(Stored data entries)

★ ★ ★ ★

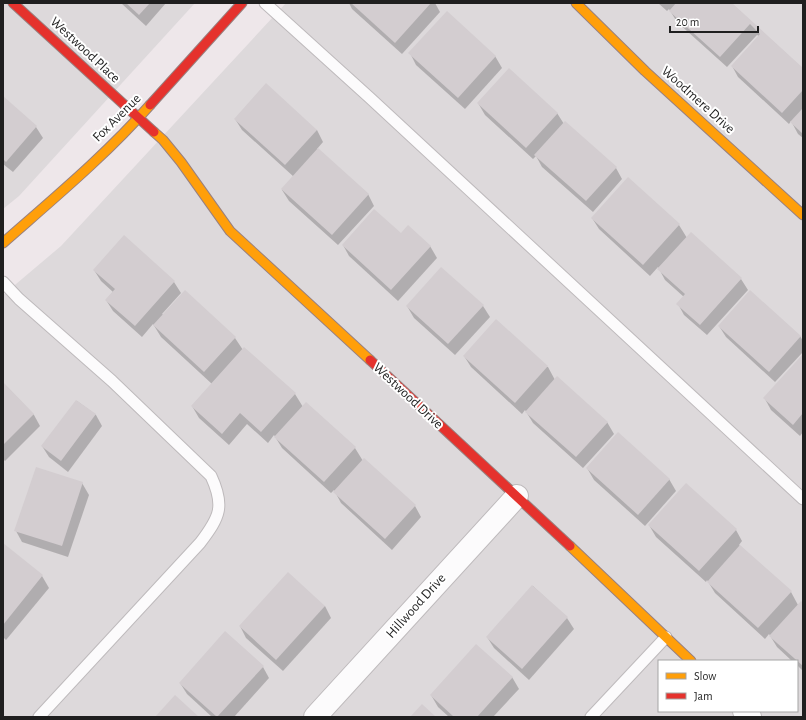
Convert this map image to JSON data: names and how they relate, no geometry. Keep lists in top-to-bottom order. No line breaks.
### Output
{"streets":{"street":["Westwood Place","Woodmere Drive","Fox Avenue","Westwood Drive","Hillwood Drive"]},"crossings":[["Westwood Place","Fox Avenue"],["Westwood Place","Westwood Drive"],["Fox Avenue","Westwood Drive"],["Westwood Drive","Hillwood Drive"]],"legend":["Slow","Jam"],"scale_bar":"20 m"}
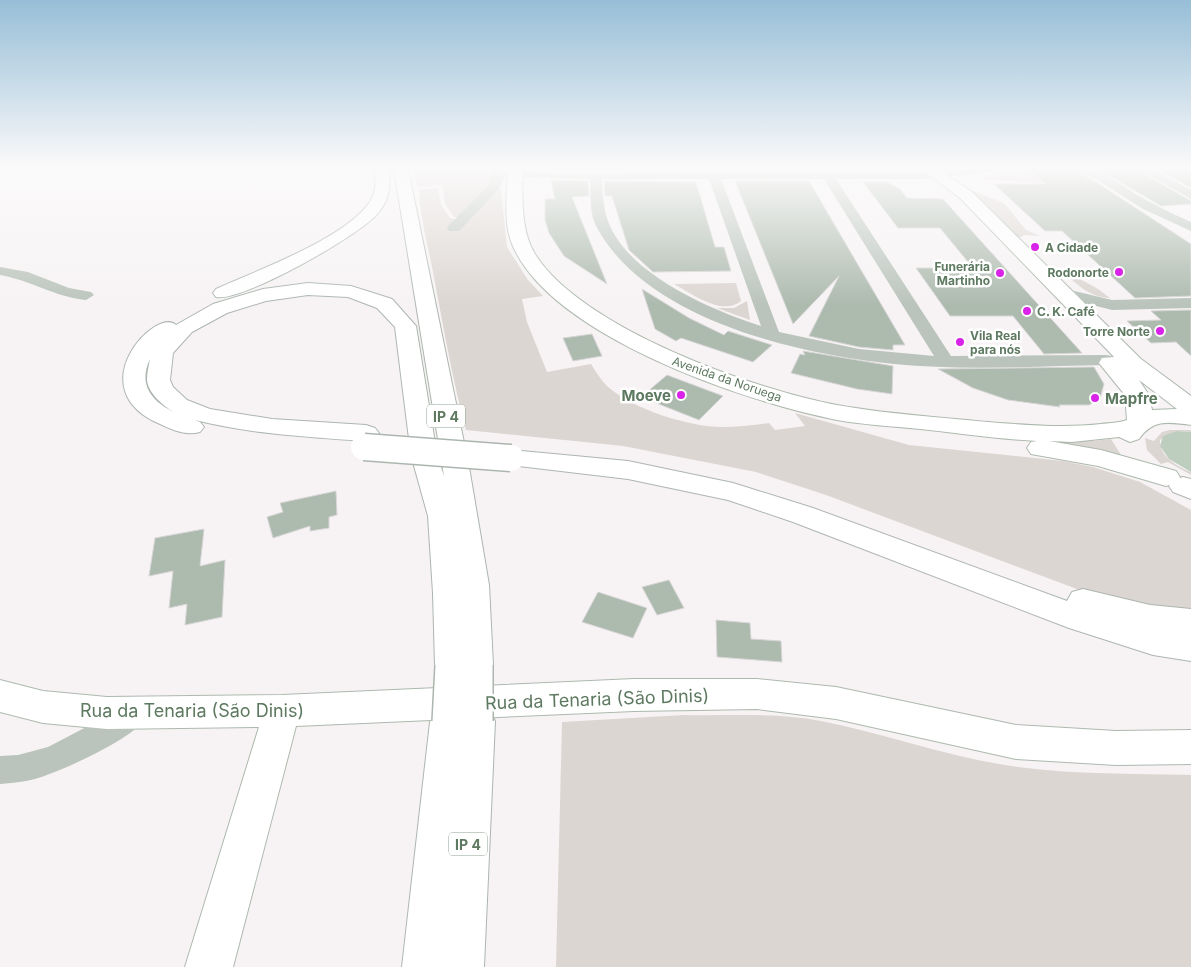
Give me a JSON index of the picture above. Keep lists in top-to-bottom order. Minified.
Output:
{"streets":{"main road":["Avenida da Noruega","IP 4","Rua da Tenaria (São Dinis)"]},"places":["A Cidade","Rodonorte","Funerária Martinho","C. K. Café","Torre Norte","Vila Real para nós","Moeve","Mapfre"]}
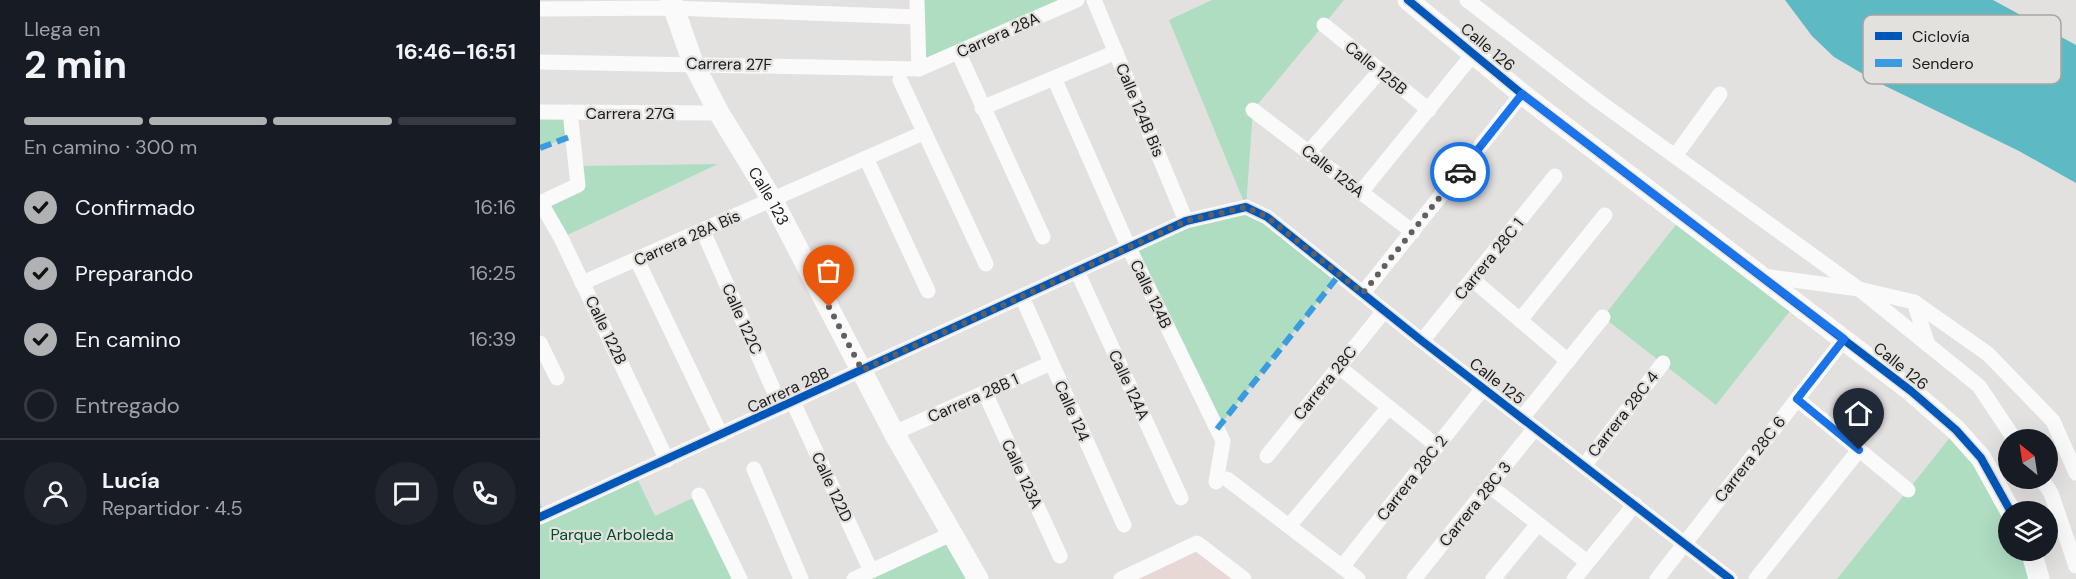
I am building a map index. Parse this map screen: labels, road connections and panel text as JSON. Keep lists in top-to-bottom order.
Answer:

★ ★ ★ ★

Task details ▸ Each entry above must be restated word for word; the pictures stay out of the copy.

Answer area ▸
Convert this map image to JSON data: names and how they relate, no geometry. Keep lists in top-to-bottom order. No line breaks.
### Output
{"streets":{"street":["Westwood Place","Woodmere Drive","Fox Avenue","Westwood Drive","Hillwood Drive"]},"crossings":[["Westwood Place","Fox Avenue"],["Westwood Place","Westwood Drive"],["Fox Avenue","Westwood Drive"],["Westwood Drive","Hillwood Drive"]],"legend":["Slow","Jam"],"scale_bar":"20 m"}
Give me a JSON index of the picture above. Keep lists in top-to-bottom order. Minified.
Output:
{"streets":{"main road":["Avenida da Noruega","IP 4","Rua da Tenaria (São Dinis)"]},"places":["A Cidade","Rodonorte","Funerária Martinho","C. K. Café","Torre Norte","Vila Real para nós","Moeve","Mapfre"]}
I am building a map index. Parse this map screen: labels, road connections and panel text as JSON. Keep lists in top-to-bottom order.
Answer:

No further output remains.